• What the task asks
Retype each record exactly; no pictures.

[Saved data entries]

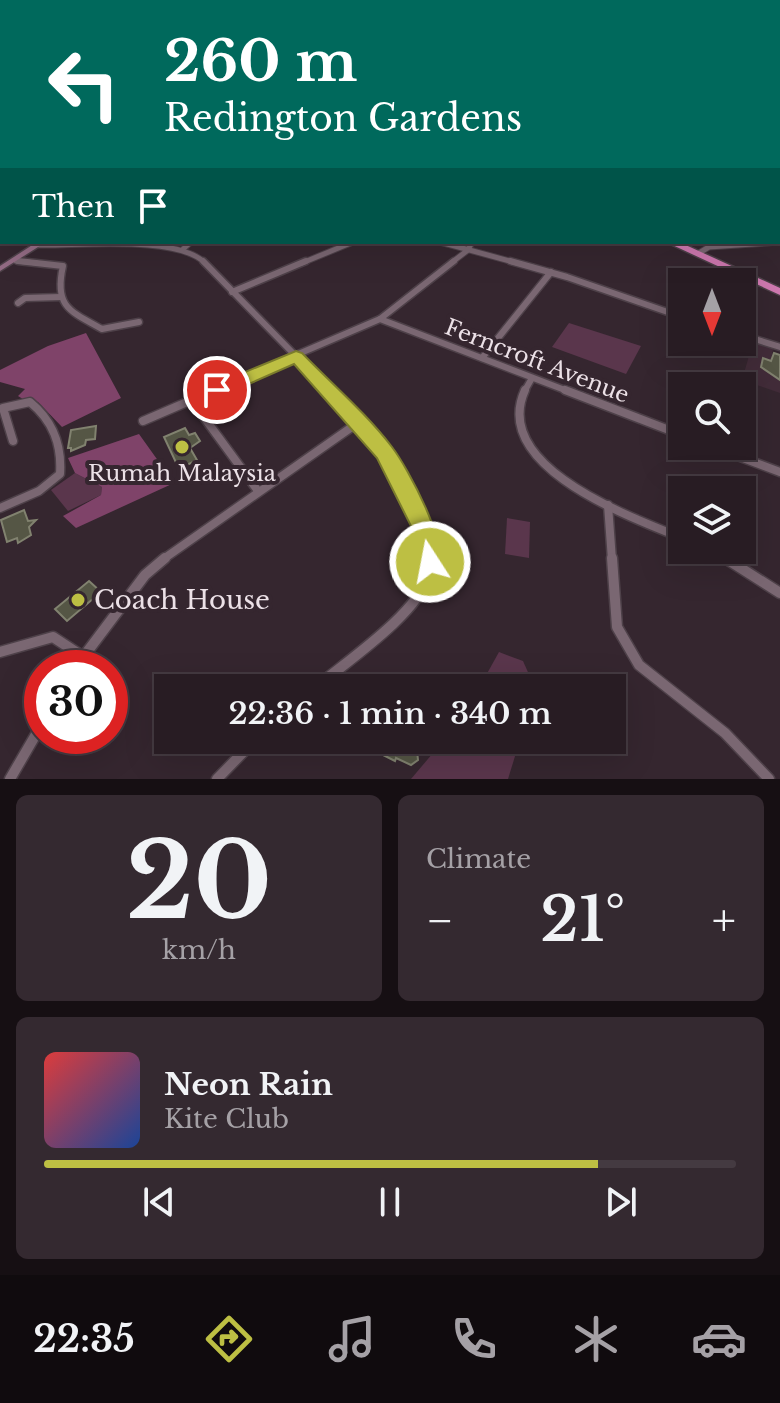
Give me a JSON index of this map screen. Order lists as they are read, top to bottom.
{
  "streets": {
    "street": ["Ferncroft Avenue"]
  },
  "places": ["Rumah Malaysia", "Coach House"],
  "north": "bottom",
  "page": {
    "turn": ["260 m", "Redington Gardens"],
    "then": "Then",
    "limit": "30",
    "trip": "22:36 · 1 min · 340 m",
    "tile": [
      ["20", "km/h"],
      "Climate"
    ],
    "heat": ["−", "21°", "+"],
    "song": ["Neon Rain", "Kite Club"],
    "tabs": "22:35"
  }
}
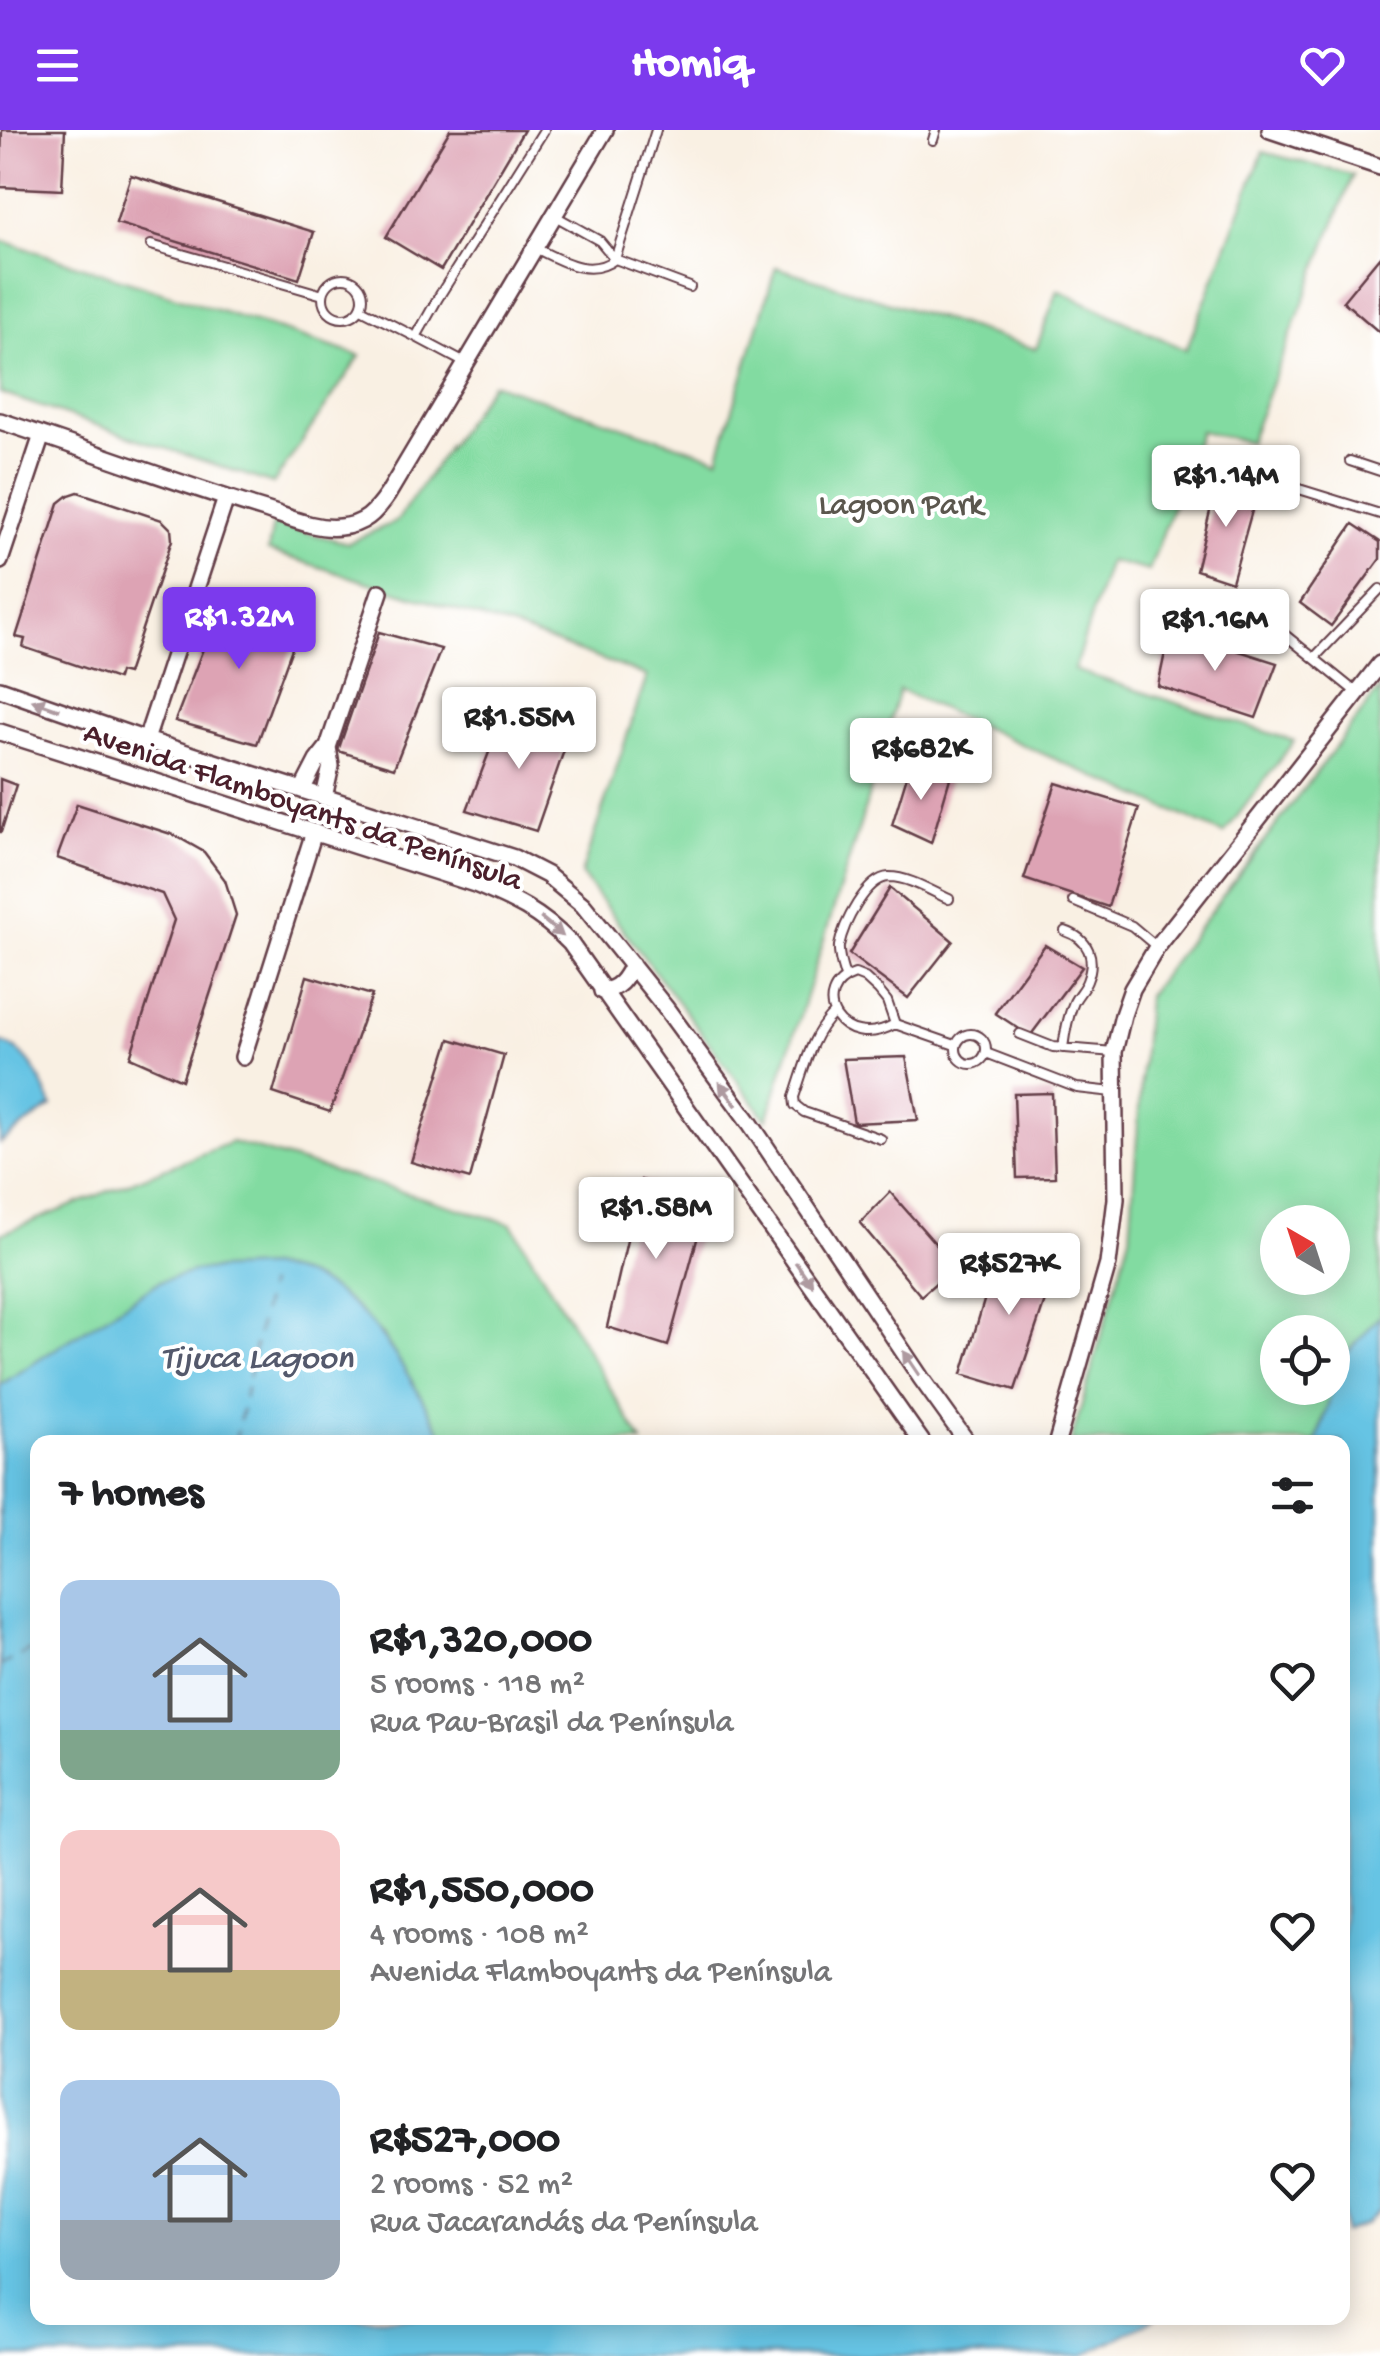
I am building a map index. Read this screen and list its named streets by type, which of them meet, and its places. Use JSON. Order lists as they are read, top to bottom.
{
  "streets": {
    "street": ["Avenida Flamboyants da Península"]
  },
  "water": ["Tijuca Lagoon"],
  "parks": ["Lagoon Park"],
  "north": "top left",
  "page": {
    "header": "Homiq",
    "price": [
      "R$1.14M",
      "R$1.32M",
      "R$1.16M",
      "R$1.55M",
      "R$682K",
      "R$1.58M",
      "R$527K"
    ],
    "heading": "7 homes",
    "list": [
      {
        "name": "R$1,320,000",
        "note": "5 rooms · 118 m² · Rua Pau-Brasil da Península"
      },
      {
        "name": "R$1,550,000",
        "note": "4 rooms · 108 m² · Avenida Flamboyants da Península"
      },
      {
        "name": "R$527,000",
        "note": "2 rooms · 52 m² · Rua Jacarandás da Península"
      }
    ]
  }
}
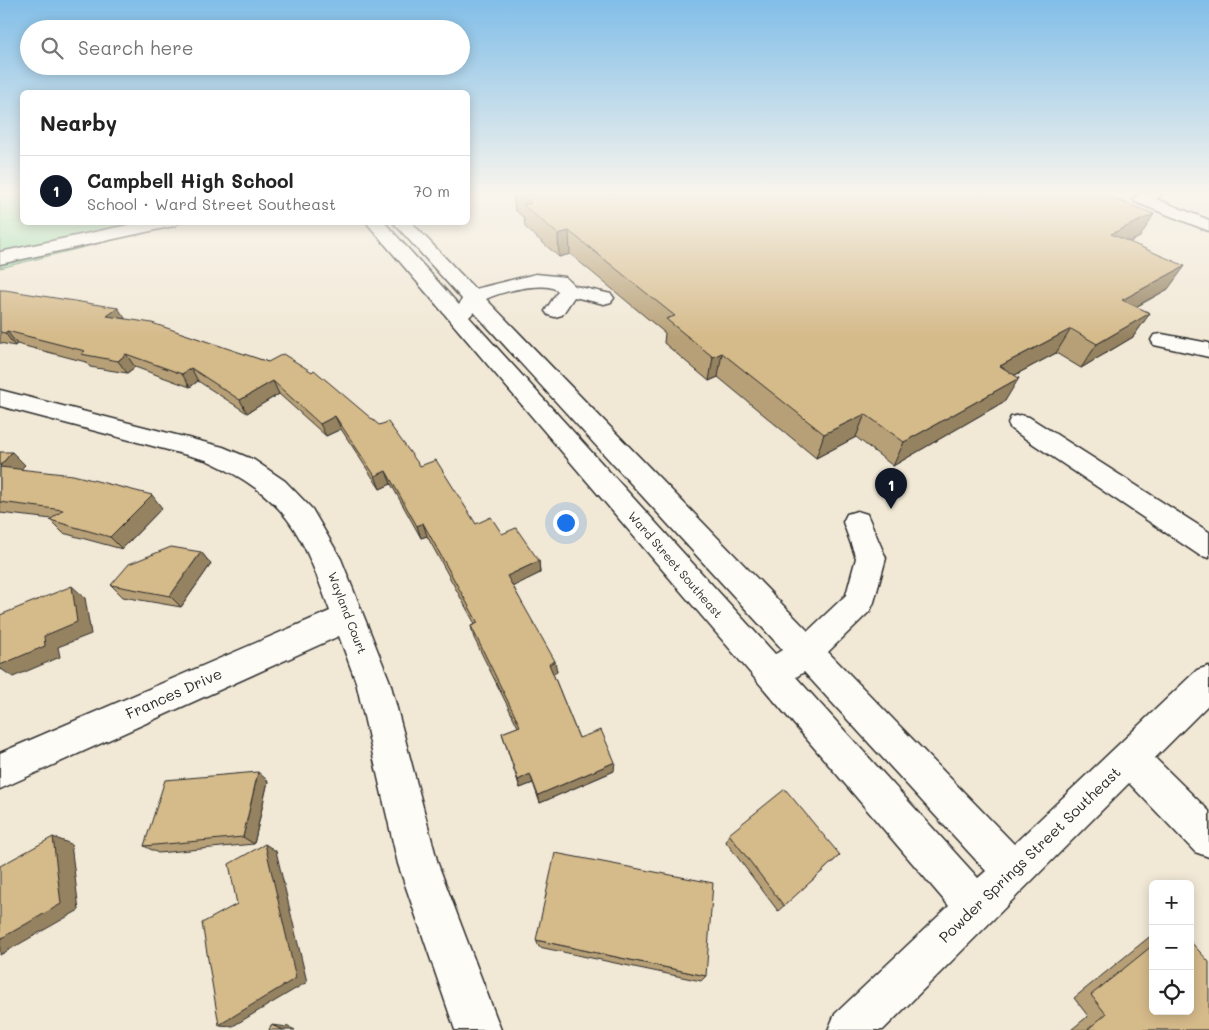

• Solution
Give me a JSON index of this map screen. Order lists as they are read, top to bottom.
{
  "streets": {
    "street": ["Ferncroft Avenue"]
  },
  "places": ["Rumah Malaysia", "Coach House"],
  "north": "bottom",
  "page": {
    "turn": ["260 m", "Redington Gardens"],
    "then": "Then",
    "limit": "30",
    "trip": "22:36 · 1 min · 340 m",
    "tile": [
      ["20", "km/h"],
      "Climate"
    ],
    "heat": ["−", "21°", "+"],
    "song": ["Neon Rain", "Kite Club"],
    "tabs": "22:35"
  }
}
I am building a map index. Read this screen and list its named streets by type, which of them meet, and its places. Use JSON. Order lists as they are read, top to bottom.
{
  "streets": {
    "street": ["Avenida Flamboyants da Península"]
  },
  "water": ["Tijuca Lagoon"],
  "parks": ["Lagoon Park"],
  "north": "top left",
  "page": {
    "header": "Homiq",
    "price": [
      "R$1.14M",
      "R$1.32M",
      "R$1.16M",
      "R$1.55M",
      "R$682K",
      "R$1.58M",
      "R$527K"
    ],
    "heading": "7 homes",
    "list": [
      {
        "name": "R$1,320,000",
        "note": "5 rooms · 118 m² · Rua Pau-Brasil da Península"
      },
      {
        "name": "R$1,550,000",
        "note": "4 rooms · 108 m² · Avenida Flamboyants da Península"
      },
      {
        "name": "R$527,000",
        "note": "2 rooms · 52 m² · Rua Jacarandás da Península"
      }
    ]
  }
}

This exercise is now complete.